Sorry, but NIMBY is a perfectly acceptable statement when people are opposing something on the basis that they wouldn't mind except it's on their doorstep.

Or, to perhaps put your example in sharper focus, we could swap the wind farm-on-peat-bog for a nuclear plant built in the same location, would you prefer that?
 

Jaded

New Member
Canrider said:
One presumes you've lost all respect for:
Airports
Prisons
Army barracks
Mental hospitals
etc, etc.

Sorry, but NIMBY is a perfectly acceptable statement when people are opposing something on the basis that they wouldn't mind except it's on their doorstep.

Or, to perhaps put your example in sharper focus, we could swap the wind farm-on-peat-bog for a nuclear plant built in the same location, would you prefer that?

One of the errors people who shout 'Nimby' make.
 

Canrider

Guru
Here's something I want to know: concrete production causes CO2 emissions, partly because you're driving CO2 out of the lime, and of course there's the attendant emissions of producing enough heat to drive off that CO2 as well.

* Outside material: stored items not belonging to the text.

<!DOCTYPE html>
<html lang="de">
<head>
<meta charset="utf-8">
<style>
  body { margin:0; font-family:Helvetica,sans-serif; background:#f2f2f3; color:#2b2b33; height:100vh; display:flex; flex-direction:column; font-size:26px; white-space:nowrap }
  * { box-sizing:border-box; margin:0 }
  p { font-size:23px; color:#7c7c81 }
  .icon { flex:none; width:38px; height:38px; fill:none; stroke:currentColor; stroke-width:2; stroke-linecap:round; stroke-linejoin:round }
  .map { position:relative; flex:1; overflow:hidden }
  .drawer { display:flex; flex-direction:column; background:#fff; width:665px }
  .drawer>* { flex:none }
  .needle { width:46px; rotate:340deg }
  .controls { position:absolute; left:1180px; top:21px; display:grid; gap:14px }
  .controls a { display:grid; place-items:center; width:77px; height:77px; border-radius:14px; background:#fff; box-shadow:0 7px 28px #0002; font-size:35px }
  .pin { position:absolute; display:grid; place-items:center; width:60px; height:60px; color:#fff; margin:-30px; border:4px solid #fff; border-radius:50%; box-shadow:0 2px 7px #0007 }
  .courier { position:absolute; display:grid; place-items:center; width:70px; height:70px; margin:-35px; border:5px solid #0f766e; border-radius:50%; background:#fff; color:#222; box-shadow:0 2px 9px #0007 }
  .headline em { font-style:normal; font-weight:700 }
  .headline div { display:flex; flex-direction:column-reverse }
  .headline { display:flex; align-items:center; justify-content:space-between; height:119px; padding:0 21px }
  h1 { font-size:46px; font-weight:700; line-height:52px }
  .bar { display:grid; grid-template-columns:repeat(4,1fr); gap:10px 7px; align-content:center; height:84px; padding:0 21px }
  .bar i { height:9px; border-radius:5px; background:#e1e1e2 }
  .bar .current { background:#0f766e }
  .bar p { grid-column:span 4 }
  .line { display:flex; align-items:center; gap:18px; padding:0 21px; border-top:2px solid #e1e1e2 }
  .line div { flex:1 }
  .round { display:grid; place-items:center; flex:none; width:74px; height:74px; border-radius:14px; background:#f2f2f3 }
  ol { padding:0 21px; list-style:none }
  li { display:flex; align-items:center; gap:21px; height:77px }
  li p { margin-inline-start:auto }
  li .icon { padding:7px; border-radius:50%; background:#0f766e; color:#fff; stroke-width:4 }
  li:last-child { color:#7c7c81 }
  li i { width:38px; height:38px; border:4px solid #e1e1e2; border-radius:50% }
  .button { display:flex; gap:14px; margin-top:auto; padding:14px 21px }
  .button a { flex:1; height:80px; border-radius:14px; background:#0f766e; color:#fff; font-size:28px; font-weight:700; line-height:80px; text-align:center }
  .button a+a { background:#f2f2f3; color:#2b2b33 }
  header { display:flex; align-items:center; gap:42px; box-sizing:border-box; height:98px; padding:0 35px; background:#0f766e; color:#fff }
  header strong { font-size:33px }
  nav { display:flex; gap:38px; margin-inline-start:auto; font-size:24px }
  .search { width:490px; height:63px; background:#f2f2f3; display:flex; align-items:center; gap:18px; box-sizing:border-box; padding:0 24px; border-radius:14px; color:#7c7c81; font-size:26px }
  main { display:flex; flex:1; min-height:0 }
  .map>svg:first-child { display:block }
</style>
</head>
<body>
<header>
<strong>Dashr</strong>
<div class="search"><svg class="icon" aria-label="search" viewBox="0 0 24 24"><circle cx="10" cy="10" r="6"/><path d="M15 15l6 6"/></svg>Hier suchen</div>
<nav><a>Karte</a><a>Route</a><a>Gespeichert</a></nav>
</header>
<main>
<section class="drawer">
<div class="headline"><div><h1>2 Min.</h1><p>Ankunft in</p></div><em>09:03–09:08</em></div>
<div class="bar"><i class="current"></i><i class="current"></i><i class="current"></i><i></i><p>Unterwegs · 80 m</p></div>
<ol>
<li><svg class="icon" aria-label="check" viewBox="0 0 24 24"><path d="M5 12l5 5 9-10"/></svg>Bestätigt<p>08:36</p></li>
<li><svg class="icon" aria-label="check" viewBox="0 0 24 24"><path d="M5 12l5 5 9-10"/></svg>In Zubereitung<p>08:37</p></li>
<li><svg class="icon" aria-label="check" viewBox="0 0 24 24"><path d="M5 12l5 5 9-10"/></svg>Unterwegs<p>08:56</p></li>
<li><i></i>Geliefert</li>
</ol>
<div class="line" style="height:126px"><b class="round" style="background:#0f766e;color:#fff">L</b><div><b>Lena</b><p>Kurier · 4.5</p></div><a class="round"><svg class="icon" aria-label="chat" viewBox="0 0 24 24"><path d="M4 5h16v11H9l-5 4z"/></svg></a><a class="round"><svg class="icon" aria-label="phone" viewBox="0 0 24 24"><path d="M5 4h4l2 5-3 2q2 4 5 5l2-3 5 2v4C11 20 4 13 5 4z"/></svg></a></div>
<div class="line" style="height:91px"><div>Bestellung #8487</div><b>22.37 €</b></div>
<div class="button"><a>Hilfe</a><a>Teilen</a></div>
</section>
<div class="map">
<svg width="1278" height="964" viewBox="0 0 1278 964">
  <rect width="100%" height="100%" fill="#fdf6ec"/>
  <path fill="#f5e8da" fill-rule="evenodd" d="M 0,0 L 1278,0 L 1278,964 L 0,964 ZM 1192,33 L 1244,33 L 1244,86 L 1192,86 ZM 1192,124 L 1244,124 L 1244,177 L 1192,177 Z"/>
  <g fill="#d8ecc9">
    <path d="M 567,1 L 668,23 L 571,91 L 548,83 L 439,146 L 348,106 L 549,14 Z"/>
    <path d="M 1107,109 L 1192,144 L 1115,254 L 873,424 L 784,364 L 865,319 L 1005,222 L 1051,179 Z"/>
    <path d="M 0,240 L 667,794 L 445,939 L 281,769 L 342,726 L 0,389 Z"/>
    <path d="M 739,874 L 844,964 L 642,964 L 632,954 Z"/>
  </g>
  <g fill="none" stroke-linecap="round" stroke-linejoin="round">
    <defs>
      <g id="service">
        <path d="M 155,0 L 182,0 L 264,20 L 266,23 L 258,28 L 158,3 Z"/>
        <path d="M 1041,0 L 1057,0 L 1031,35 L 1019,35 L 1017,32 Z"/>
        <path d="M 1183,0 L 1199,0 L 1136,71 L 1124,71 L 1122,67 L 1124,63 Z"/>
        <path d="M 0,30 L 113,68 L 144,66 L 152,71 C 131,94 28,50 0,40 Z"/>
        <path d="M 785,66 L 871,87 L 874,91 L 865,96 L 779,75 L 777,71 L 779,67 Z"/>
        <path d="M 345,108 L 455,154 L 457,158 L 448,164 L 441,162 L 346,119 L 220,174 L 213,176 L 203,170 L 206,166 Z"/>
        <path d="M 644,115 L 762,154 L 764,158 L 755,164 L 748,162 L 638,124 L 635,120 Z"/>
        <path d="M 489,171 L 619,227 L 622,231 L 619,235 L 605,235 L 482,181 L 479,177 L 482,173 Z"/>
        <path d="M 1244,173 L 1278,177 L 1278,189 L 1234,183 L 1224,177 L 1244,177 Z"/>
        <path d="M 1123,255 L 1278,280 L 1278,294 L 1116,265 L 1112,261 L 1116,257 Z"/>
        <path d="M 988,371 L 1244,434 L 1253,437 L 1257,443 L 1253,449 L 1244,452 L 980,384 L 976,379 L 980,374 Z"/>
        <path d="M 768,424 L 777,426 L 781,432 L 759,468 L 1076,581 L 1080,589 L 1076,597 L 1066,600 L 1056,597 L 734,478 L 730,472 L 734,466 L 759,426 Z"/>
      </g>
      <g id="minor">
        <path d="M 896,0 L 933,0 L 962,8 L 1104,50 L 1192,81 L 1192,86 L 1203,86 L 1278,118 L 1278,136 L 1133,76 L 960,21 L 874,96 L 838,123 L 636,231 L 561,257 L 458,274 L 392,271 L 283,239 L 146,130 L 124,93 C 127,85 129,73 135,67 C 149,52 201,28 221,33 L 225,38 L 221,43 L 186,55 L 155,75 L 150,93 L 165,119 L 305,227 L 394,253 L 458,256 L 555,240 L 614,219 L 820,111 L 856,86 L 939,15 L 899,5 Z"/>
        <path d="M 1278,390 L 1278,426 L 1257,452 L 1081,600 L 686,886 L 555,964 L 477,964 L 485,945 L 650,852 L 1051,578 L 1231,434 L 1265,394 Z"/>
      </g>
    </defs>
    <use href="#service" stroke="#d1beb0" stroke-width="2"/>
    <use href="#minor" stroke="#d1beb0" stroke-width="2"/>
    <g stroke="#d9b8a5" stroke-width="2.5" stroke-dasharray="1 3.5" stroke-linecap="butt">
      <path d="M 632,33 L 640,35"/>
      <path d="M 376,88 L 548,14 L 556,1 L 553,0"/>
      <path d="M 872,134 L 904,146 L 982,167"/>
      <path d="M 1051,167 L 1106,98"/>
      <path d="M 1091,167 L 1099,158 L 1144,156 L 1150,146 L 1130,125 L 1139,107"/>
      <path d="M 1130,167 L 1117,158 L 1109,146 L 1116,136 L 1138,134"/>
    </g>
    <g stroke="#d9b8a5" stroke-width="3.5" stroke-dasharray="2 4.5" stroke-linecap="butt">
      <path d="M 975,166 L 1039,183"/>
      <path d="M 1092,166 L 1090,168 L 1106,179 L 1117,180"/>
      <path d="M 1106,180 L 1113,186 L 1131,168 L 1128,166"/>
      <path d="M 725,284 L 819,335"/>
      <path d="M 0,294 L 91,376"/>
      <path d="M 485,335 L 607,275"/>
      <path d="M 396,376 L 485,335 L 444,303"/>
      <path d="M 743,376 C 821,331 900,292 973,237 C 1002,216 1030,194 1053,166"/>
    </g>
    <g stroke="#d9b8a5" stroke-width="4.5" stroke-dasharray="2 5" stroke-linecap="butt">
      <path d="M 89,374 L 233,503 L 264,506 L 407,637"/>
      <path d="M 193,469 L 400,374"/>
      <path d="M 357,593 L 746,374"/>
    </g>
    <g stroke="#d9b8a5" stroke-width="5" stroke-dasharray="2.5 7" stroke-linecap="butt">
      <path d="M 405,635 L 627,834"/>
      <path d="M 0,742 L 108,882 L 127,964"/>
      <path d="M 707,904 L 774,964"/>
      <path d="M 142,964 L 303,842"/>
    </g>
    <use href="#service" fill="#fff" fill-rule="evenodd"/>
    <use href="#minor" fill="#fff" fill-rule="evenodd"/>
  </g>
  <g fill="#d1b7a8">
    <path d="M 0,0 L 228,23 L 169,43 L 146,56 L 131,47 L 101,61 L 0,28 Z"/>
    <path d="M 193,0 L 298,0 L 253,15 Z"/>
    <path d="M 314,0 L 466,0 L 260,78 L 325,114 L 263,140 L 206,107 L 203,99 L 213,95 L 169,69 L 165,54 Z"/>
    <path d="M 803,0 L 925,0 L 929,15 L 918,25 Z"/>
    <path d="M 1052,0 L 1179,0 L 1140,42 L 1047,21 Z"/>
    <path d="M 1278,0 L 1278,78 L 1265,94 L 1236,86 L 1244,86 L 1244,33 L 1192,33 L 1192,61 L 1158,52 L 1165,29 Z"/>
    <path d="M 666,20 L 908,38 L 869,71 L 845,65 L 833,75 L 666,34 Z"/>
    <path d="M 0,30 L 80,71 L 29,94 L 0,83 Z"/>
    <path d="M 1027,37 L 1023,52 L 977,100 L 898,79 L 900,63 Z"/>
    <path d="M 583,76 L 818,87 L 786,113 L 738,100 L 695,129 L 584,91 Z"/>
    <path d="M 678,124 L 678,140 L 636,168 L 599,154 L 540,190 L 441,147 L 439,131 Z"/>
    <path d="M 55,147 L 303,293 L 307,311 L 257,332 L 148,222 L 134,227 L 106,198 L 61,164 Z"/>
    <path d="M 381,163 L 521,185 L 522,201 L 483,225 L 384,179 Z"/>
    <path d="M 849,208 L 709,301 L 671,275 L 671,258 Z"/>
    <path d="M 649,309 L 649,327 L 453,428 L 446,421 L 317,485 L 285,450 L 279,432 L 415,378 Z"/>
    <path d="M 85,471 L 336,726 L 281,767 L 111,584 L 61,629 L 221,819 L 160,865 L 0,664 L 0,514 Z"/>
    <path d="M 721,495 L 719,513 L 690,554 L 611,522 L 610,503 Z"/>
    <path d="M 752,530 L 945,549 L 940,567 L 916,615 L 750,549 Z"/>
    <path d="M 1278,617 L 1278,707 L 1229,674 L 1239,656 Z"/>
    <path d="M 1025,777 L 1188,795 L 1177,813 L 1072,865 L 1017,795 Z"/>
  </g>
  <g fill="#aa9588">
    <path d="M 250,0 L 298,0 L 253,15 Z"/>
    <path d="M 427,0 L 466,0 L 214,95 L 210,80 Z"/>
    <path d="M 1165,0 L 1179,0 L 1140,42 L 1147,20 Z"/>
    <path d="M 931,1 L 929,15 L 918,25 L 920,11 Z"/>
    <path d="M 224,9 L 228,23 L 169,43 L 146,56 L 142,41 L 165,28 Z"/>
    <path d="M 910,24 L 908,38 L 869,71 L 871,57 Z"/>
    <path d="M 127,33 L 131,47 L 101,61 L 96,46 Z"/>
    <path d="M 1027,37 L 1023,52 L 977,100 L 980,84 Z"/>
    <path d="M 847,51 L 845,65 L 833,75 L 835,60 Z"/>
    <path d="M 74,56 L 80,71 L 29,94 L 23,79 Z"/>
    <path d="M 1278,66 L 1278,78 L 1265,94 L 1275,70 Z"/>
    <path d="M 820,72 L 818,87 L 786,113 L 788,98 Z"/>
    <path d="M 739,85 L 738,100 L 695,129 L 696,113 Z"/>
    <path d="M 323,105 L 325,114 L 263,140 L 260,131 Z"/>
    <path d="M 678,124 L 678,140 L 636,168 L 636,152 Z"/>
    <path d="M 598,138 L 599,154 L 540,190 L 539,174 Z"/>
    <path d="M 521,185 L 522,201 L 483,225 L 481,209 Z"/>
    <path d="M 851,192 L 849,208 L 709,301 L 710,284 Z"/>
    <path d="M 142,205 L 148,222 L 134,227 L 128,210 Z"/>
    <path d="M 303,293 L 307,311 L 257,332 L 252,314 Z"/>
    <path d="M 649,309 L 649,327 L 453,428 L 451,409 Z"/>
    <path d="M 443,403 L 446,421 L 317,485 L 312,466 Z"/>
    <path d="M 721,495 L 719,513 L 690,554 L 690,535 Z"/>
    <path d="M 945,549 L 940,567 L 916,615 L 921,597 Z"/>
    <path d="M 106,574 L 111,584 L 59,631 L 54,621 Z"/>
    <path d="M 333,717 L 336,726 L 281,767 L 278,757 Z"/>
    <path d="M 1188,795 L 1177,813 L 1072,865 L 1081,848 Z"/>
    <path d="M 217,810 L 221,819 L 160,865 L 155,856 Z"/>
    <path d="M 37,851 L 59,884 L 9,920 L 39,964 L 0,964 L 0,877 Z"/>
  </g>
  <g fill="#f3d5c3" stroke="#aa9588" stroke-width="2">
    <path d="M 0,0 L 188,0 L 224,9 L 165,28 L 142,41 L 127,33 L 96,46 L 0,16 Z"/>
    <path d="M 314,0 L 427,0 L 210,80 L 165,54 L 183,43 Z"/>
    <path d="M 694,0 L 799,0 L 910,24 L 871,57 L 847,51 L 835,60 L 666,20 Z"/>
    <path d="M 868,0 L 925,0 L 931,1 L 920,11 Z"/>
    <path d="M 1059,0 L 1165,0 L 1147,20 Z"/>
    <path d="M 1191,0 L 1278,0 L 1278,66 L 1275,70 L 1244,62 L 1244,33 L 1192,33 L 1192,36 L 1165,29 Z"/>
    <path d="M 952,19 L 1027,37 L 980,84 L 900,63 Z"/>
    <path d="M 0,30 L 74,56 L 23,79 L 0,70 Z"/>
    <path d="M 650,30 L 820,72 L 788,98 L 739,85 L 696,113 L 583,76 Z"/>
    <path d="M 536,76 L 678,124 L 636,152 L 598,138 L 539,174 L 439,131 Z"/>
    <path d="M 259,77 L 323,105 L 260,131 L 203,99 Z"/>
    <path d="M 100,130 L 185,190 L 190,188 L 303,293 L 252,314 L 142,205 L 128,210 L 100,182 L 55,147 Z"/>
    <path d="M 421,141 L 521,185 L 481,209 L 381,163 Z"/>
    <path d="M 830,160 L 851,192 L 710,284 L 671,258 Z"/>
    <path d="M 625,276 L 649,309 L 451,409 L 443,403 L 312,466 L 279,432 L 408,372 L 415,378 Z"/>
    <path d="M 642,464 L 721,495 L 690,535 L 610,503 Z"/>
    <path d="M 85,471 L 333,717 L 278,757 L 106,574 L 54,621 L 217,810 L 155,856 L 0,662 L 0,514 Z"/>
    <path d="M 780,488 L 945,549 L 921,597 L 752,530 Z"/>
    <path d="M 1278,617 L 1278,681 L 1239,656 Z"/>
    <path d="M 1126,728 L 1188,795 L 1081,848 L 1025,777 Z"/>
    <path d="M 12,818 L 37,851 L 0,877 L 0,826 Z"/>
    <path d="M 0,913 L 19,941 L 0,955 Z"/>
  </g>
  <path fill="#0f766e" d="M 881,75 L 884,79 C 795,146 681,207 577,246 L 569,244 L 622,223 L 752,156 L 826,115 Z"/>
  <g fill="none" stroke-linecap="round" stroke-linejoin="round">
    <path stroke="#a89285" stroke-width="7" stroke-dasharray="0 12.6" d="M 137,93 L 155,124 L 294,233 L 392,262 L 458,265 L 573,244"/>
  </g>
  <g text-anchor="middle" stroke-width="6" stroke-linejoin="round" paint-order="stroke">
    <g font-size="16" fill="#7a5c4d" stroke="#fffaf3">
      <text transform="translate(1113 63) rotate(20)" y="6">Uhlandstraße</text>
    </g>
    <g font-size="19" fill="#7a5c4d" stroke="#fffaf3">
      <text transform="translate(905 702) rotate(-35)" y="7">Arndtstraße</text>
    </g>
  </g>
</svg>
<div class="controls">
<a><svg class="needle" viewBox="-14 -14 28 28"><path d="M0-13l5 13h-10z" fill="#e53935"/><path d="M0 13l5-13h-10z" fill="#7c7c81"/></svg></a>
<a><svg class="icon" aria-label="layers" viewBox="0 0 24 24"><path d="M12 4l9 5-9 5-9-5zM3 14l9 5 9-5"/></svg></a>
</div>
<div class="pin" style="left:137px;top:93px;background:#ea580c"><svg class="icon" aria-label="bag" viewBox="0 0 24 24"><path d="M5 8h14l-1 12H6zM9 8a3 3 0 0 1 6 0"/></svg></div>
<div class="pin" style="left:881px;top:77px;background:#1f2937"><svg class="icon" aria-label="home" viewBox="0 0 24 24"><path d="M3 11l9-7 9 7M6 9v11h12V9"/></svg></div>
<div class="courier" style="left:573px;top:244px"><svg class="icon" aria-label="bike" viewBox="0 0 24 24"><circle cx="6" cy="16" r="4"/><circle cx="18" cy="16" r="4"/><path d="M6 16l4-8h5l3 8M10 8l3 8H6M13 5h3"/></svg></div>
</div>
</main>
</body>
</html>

But concrete as it sets absorbs CO2. Now what I want to know is this: is that absorption being included in the calculations for how much cement production contributes to greenhouse emissions, or not?
 

Canrider

Guru
No, just stop using silly acronyms and respond the the points made properly.
Could I start by pointing out the...oddness? Hypocrisy perhaps? of using a bright orange blimp as part of a campaign aimed at 'saving our unspoilt landscape"?

A case of 'we had to destroy the view to save the view', perhaps?
 

Jaded

New Member
Canrider said:
Could I start by pointing out the...oddness? Hypocrisy perhaps? of using a bright orange blimp as part of a campaign aimed at 'saving our unspoilt landscape"?

A case of 'we had to destroy the view to save the view', perhaps?

Ah, I see, orange balloons make it OK to call people NIMBYs then?